If I code like below
int main()
{
int num;
for(int i = 0; i < 3; i++)
{
printf("enter an integer\n");
scanf("%d", &num);
printf("%d\n", num);
}
return 0;
}
and then input "1 2 3", the output is
enter an integer
1 2 3
1
enter an integer
2
enter an integer
3
I know this is because buffer contains 1, 2, 3 at a time when input
however when I add space from "%d" to "%d " at scanf and input same thing "1 2 3" like before,
the output is
enter an integer
1 2 3
1
enter an integer
2
enter an integer
It didn't keep going like before with small change with "%d "
why does this happen?
Difference between “%d” and “%d ” at scanf in C language
The difference is that when you use "%d " as format string, scanf()continues to consume white-space characters until it has encountered another non-white space character, like for example 2,3,4. A simply newline \n or another white space character after the input number won´t break the consuming.
Whereas when you use "%d" only without white space after the format specifier, a white space character such as newline \n breaks the consuming.
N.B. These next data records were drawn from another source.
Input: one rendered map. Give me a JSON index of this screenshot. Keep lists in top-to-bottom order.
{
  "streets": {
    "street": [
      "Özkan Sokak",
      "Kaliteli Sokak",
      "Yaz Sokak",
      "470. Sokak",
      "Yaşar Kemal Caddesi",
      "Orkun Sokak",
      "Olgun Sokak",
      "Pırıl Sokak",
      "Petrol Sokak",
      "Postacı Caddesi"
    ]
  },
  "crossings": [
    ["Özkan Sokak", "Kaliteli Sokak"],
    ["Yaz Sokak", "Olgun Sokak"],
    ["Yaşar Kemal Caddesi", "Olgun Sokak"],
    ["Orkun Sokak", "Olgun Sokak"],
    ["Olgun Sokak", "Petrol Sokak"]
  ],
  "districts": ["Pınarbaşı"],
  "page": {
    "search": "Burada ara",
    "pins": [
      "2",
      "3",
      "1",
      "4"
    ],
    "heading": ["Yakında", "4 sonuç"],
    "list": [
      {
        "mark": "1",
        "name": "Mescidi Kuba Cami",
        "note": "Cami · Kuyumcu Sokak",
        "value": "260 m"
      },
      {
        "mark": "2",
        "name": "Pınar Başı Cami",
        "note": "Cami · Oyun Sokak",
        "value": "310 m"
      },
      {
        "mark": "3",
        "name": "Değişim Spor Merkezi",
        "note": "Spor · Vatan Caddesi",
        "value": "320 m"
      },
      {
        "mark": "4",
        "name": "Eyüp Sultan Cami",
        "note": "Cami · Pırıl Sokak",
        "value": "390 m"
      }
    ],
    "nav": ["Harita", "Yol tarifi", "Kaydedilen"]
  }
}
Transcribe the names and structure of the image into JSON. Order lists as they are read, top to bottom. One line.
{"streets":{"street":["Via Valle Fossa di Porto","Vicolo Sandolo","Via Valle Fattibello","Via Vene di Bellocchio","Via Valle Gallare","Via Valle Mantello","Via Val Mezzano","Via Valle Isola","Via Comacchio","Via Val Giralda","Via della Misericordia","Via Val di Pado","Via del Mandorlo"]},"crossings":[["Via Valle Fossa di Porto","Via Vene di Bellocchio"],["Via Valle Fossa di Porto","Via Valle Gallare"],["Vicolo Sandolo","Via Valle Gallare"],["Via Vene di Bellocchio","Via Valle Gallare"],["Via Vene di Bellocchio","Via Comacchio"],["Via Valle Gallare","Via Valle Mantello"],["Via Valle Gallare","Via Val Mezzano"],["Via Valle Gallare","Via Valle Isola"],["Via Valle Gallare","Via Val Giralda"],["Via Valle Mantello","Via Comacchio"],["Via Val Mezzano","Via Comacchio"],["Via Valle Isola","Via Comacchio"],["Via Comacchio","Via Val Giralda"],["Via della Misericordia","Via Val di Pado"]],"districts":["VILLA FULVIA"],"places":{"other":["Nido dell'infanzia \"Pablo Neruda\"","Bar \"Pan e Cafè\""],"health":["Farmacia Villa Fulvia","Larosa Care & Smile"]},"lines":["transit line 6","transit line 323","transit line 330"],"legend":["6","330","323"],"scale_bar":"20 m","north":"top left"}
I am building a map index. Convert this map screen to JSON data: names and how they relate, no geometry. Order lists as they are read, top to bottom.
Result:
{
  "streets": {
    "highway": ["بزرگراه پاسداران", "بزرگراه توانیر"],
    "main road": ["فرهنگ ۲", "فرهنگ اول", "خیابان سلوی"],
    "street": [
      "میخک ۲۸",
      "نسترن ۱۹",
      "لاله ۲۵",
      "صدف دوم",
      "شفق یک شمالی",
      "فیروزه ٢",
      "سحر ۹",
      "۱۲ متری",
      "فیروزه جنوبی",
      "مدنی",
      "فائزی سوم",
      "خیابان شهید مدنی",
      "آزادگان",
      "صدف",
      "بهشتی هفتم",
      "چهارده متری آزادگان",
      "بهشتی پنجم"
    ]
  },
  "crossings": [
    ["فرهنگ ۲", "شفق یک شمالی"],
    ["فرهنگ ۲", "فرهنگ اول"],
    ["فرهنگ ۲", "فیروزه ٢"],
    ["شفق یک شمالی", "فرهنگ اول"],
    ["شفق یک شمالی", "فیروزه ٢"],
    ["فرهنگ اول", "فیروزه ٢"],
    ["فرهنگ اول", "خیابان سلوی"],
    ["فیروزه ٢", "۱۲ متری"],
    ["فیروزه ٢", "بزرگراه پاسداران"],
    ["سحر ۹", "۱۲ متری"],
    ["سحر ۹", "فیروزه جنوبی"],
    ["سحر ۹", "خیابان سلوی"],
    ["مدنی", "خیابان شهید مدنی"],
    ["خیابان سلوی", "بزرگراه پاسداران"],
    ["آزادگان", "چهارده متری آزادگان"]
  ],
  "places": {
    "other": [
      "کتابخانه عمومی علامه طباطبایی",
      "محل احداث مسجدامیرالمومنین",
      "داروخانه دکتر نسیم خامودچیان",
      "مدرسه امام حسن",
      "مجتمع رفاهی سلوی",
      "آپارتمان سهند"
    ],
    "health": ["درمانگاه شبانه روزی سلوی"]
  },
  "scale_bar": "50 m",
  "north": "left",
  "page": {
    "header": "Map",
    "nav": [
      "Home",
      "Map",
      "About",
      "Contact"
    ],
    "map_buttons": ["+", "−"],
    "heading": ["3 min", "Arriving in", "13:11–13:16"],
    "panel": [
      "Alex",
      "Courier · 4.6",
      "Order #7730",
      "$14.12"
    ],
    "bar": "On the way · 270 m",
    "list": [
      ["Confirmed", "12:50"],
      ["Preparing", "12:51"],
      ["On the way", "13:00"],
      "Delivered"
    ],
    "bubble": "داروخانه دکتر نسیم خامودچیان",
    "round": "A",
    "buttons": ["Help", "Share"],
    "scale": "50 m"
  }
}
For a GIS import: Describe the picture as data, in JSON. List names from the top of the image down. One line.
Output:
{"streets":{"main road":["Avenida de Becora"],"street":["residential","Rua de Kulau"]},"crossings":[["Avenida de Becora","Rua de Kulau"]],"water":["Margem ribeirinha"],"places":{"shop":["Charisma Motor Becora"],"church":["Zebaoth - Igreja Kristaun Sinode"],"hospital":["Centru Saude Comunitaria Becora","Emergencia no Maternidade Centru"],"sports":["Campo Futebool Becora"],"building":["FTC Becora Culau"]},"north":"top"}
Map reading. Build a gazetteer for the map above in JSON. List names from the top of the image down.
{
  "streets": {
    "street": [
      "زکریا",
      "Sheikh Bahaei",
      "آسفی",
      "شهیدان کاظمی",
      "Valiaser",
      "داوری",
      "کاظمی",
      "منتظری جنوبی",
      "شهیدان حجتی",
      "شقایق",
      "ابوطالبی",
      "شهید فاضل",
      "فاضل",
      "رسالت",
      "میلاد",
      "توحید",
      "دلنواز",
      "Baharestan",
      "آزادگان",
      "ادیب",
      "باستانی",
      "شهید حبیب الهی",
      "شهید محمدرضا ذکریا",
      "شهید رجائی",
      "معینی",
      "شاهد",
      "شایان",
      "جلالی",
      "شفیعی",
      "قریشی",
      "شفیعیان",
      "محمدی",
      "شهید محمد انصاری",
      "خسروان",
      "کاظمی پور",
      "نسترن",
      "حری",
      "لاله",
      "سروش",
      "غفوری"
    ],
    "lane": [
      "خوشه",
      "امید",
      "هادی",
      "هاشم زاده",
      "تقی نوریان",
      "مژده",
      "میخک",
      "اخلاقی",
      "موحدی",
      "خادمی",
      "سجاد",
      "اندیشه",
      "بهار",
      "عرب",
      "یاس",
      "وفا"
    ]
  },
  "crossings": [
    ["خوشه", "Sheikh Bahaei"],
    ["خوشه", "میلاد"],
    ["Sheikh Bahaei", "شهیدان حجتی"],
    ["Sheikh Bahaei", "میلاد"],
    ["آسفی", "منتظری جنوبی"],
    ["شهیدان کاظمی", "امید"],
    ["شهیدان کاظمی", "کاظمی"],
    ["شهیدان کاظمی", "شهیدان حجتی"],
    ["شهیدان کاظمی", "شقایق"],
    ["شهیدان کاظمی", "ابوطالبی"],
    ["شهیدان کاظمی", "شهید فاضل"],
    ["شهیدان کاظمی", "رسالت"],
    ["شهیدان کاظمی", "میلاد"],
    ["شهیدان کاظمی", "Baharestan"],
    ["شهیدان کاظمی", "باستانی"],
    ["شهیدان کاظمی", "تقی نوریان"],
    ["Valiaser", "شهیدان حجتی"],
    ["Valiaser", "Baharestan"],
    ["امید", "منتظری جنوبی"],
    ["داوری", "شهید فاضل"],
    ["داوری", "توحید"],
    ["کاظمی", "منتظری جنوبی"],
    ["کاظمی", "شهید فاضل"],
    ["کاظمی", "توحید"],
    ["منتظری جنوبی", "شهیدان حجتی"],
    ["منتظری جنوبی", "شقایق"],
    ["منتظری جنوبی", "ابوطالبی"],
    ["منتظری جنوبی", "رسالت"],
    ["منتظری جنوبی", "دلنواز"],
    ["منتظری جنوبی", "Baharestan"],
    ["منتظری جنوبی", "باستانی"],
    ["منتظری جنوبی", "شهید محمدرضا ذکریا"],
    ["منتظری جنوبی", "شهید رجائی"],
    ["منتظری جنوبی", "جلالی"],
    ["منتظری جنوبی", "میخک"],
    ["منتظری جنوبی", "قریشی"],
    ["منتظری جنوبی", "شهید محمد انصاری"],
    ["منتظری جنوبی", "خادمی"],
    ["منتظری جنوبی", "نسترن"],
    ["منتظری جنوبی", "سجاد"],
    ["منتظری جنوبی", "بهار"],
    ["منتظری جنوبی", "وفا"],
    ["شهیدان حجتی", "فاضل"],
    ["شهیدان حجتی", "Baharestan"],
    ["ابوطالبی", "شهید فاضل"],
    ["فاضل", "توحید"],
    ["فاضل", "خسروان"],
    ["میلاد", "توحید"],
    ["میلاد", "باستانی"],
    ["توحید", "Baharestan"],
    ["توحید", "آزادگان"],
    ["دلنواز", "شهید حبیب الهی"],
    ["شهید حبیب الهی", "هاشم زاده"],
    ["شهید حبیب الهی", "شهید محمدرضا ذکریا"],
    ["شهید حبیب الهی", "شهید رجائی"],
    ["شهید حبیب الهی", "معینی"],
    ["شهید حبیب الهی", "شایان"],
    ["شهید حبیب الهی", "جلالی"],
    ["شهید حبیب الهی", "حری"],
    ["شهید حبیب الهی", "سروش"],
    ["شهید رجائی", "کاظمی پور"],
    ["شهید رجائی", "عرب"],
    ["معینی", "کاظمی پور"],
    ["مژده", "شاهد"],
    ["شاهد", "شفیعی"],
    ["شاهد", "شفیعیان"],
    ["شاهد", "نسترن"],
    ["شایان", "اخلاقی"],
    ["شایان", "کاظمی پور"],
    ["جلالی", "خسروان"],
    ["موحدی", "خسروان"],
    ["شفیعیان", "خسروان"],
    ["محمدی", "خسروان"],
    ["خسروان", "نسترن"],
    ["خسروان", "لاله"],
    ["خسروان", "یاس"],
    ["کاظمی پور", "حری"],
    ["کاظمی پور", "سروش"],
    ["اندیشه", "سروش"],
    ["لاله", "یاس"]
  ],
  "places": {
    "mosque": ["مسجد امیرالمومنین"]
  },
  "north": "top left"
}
It didn't keep going like before with small change with "%d "
Why does this happen?
The reason is because scanf("%d ", &num); after it has consumed the 3 at the third walkthrough of the for-loop, still is consuming trailing white space until it has found another character.
The 3 is not printed, because scanf()still is consuming. The whole program will get only finished if you enter another character like 4, in that specific case. This will work because the for-loop only has 3 walkthroughs of its body. If it would has more than this would even not work. You need to have one more character in stdin as you have walkthroughs of the for-loop with this kind of program.